An exciting alternative to CAR T-cells is the use of NK cells that may offer certain advantages in comparison, such as lower side effects and increased resistance to immune evasion strategies of the tumor [139]. Several preclinical studies have shown that in principle, NK cells are able to recognize and eliminate MB cells; however, additional stimulation may be needed to arrive at clinically meaningful cytotoxic activity levels [140,141,142,143,144]. Interestingly, one study showed a higher and more consistent sensitivity to NK cells in vitro for non-WNT/non-SHH as compared to SHH MB cell lines [141]. In contrast, another study reported significantly higher expression levels of CD1d, an antigen recognized by NK cells, on SHH as compared to Gr. 4 MB [142]. Clearly, further studies are needed to arrive at a conclusive answer concerning which MB groups are the most promising target for NK cell therapy. The safety and feasibility of NK cell therapy for pediatric brain cancer has recently been shown by a phase I trial that also enrolled five MB patients, although without reporting molecular diagnoses (NCT02271711) [145].

2.8.3. Tumor Vaccinations

Cancer vaccine approaches harness the ability of off-the-shelf or patient-specific antigens to induce an antitumoral immune reaction [146]. Several different strategies have been developed, for instance using antigen pulsed dendritic cells, peptides, and nucleic acid vectors. Tumor vaccines have been studied for a long time; however, several early phase trials have recently shown great potential in adult glioblastoma patients [147,148,149]. One study tested dendritic cells that were pulsed with tumor lysate-derived antigens. As compared to AT/RT and high grade glioma, the five included MB patients showed only modest therapy response, albeit no molecular information is available [150]. The results of another phase I trial that used RNA-pulsed dendritic cells and also enrolled patients with recurrent MB and glioma are pending (NCT03615404). An additional trial applies another strategy that uses a peptide-based approach (NCT03299309).
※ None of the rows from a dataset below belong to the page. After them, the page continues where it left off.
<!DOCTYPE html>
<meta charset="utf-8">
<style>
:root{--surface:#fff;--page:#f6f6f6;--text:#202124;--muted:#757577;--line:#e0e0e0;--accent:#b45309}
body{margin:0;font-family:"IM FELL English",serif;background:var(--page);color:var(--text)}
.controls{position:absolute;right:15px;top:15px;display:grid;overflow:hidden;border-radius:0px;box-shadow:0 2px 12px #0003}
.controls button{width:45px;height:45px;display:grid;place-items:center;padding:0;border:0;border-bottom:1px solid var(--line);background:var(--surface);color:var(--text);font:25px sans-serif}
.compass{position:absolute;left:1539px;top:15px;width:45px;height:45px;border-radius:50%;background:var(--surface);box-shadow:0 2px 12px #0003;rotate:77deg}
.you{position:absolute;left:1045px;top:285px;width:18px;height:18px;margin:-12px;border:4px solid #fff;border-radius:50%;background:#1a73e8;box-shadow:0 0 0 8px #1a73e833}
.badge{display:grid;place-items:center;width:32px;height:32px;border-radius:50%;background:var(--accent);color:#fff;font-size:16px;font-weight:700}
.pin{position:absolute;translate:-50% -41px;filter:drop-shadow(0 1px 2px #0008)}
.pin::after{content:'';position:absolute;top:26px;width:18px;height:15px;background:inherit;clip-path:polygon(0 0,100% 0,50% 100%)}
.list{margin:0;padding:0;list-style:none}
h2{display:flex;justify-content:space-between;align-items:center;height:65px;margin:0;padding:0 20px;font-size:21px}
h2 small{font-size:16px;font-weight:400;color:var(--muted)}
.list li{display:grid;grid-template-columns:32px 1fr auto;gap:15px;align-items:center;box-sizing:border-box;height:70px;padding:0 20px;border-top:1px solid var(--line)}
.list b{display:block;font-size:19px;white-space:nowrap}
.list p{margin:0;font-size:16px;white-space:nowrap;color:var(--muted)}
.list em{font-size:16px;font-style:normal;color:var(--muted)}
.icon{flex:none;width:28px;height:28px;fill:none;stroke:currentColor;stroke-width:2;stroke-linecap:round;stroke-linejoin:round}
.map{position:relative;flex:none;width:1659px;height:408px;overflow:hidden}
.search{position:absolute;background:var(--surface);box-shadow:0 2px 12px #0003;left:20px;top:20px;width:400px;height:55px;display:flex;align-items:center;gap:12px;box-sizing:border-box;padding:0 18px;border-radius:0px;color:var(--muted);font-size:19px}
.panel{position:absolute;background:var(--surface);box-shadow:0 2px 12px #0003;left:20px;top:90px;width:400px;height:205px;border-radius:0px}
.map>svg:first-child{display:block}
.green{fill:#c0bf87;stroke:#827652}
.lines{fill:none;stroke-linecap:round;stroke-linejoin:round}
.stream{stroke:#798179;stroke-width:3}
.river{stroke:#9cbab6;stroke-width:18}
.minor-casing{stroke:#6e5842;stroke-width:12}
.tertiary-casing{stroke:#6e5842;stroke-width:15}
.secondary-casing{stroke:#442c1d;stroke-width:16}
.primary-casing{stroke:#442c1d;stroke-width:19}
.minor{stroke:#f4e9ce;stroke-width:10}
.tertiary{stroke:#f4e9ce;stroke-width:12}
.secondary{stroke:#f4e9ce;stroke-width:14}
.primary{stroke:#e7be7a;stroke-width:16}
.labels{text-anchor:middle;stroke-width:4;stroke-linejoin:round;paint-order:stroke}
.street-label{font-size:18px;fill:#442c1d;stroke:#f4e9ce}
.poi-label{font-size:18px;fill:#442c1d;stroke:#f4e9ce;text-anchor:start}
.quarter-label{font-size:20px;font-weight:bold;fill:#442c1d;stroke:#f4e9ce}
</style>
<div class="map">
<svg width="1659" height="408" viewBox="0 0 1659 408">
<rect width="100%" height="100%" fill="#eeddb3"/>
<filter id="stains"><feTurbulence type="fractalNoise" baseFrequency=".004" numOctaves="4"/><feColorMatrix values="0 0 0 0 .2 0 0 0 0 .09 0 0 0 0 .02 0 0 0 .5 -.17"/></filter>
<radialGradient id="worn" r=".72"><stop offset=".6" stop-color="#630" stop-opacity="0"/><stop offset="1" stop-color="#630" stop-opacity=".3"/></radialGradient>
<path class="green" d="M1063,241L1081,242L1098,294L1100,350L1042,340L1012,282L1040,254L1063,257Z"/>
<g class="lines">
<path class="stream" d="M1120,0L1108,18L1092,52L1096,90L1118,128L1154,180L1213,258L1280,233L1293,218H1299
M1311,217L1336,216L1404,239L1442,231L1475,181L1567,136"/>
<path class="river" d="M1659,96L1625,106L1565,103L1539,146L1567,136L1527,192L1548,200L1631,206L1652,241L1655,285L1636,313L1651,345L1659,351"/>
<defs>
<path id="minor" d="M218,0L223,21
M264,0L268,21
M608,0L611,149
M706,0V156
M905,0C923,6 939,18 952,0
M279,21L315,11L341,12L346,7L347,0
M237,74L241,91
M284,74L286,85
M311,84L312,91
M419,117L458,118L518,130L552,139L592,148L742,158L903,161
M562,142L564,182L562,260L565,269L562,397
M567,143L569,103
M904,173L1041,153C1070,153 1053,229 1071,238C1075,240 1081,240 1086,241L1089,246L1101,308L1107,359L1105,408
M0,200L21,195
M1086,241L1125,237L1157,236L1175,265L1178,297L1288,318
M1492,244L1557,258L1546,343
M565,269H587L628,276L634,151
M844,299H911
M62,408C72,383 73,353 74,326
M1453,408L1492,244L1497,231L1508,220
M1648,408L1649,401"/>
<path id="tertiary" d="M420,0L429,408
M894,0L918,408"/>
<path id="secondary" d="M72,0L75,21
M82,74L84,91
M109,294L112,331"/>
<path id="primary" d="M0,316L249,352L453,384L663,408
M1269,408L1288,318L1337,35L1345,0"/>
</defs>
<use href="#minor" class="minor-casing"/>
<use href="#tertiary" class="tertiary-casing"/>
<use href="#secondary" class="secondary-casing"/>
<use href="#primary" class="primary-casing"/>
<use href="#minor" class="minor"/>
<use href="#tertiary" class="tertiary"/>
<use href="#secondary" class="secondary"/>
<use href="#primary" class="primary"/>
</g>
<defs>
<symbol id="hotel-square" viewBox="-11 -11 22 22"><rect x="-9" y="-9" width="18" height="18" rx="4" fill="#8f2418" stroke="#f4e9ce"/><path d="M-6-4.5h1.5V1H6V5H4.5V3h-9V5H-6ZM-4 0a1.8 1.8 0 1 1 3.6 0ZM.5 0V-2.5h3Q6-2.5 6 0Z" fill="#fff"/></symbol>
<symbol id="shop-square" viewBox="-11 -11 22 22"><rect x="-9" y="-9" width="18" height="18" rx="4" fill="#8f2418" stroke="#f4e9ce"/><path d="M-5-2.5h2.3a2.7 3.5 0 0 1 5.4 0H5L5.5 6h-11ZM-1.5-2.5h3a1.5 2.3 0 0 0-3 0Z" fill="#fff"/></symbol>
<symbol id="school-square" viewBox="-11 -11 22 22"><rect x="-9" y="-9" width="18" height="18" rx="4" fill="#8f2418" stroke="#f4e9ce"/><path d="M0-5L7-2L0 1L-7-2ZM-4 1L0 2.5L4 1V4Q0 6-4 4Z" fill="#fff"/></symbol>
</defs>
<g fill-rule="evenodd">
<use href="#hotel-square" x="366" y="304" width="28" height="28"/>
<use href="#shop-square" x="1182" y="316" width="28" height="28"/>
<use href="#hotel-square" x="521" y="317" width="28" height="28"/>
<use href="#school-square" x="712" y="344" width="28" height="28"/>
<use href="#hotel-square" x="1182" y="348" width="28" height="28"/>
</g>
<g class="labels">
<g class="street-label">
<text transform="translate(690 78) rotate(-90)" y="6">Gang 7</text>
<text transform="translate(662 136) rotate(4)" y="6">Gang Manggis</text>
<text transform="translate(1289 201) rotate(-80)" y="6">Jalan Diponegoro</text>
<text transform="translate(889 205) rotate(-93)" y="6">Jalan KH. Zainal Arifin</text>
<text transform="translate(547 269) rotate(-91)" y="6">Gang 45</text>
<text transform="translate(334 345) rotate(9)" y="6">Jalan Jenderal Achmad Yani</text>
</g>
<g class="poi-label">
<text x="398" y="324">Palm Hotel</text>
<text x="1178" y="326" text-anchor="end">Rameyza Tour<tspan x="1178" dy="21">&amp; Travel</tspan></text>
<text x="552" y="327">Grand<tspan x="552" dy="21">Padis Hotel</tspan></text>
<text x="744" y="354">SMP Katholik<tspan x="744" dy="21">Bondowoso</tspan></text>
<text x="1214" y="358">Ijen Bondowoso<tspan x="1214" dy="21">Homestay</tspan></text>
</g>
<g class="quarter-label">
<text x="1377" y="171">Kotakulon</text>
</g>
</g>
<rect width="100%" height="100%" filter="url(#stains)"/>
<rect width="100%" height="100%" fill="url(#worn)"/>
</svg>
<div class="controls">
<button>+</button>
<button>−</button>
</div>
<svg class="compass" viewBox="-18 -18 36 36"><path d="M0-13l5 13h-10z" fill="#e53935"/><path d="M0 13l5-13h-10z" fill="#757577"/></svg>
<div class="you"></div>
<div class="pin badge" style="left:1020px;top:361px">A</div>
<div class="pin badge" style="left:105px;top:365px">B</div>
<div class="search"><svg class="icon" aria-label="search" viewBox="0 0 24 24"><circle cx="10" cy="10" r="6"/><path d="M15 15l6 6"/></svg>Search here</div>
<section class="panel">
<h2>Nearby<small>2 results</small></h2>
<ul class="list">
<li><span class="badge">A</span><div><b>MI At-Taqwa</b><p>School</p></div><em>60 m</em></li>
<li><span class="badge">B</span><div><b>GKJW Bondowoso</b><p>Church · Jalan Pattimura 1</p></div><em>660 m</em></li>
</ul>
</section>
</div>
Lastly, MB patients are currently also eligible for a first-in-pediatrics trial that investigates a long peptide vaccine that targets the apoptosis inhibitor survivin (NCT04978727) (Table 1). Similar to most of the treatment strategies presented so far, none of these trials is restricted to non-WNT/non-SHH MB. Furthermore, so far, no definitive conclusions can be drawn from the reported data concerning differences in the efficacy of vaccination therapies for MB molecular subgroups.